U.S. Stocks: Talking Trade

As the chart shows, stocks in the United States began Q2 with an extension of Q1’s volatility and then started a mostly steady climb up until some serious talks about new tariffs brought worries about a trade war.

We will have to wait and see whether the words were just a brash threat or will lead to serious action. In the meantime, our economy continues its strong pace.

Positive news was plentiful, with crude oil returning to $70 a barrel and housing starts hitting their highest level since 2007. Unemployment in the U.S. dropped to 3.8%, its lowest rate since 2000 and a survey by the New York Fed found that the public expects inflation to be 3% one year from now. The Federal Reserve reacted to all of this news by increasing interest rates and upping their projections for the rest of the year (more about this in our bond discussion). Corporate earnings were also robust as companies announced record levels of stock buybacks.

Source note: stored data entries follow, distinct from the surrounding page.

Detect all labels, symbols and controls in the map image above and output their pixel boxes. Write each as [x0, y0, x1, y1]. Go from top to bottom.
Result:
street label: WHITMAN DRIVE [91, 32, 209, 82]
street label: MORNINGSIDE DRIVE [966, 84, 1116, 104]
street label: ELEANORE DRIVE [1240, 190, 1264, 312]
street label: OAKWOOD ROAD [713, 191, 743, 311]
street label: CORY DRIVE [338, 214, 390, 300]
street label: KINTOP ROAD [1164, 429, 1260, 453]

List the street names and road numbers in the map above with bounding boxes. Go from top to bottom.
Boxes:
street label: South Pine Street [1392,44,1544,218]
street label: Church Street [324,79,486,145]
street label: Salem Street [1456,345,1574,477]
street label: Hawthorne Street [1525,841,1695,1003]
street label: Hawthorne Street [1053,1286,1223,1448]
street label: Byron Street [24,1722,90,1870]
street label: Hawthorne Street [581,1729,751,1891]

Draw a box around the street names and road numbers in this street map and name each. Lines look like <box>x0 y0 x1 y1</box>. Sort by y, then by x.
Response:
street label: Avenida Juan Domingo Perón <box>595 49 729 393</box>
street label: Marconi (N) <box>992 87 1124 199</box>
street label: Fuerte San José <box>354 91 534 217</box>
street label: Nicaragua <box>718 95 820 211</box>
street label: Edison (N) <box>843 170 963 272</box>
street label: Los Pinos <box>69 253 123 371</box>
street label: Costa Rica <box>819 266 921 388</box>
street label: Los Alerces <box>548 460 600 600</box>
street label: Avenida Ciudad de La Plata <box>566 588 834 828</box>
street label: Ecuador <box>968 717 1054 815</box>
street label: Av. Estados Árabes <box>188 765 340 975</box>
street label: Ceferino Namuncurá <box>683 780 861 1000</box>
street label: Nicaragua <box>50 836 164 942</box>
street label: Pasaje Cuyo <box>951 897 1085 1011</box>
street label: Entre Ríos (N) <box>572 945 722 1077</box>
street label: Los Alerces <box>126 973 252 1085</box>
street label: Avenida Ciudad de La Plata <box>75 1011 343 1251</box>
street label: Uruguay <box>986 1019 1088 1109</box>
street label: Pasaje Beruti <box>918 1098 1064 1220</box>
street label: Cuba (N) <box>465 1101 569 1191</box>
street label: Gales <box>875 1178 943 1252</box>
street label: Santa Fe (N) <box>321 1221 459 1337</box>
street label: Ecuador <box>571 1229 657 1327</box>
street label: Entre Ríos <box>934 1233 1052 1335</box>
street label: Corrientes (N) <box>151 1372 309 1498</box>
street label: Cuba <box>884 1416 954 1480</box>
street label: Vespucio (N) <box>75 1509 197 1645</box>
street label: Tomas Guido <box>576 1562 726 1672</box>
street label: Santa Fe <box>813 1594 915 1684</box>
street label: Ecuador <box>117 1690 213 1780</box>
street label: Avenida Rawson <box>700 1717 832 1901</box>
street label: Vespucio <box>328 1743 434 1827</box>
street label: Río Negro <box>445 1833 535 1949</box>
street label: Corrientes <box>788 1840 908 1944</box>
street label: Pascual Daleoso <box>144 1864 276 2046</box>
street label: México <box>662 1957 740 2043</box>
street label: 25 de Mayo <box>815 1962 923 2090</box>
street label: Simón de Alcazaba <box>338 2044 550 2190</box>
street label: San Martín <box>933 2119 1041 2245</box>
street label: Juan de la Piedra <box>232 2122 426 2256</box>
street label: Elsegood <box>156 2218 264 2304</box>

But, also as the chart shows, the bright lights of great performance began to dim at the end of June as President Trump increased his tariff threats. As a result, large U.S. companies with lots of business abroad began to lose some value. Meanwhile, smaller companies whose sales are mostly domestic, had one of their best quarters ever. The Russell 2000 Index, which represents the performance of smaller U.S. companies, hit all-time highs and returned 7.75% in Q2. For perspective, the Russell 1000 Index, which represents larger companies in the U.S. returned 3.57% in Q2.

A high point for U.S. equities was also the performance Real Estate Investment Trusts, returning almost 10% for the quarter. This was quite a change from the prior twelve month’s return of less than 2%. This supports our view that REITs are an important diversifier in portfolios, although their challenges continue in the short-term as interest rates increase.

As we look forward, the big question on the market’s mind is where the talk about tariffs will finally settle. The financial press is generally biased toward free trade because of the economic argument that countries who produce the best goods at the best price should be able to do so. Those goods tend to raise the standard of living around the globe (if iPhones were manufactured where it is more expensive to do so, fewer consumers would be able to afford them).

The other side of the trade coin is that producing goods in other countries displaces workers. The tariff battle is a classic economic conflict pitting consumers against workers. The long-term trend tends to favor the fact that there are more consumers than there are workers, but we will have to wait and see what develops in the short-term.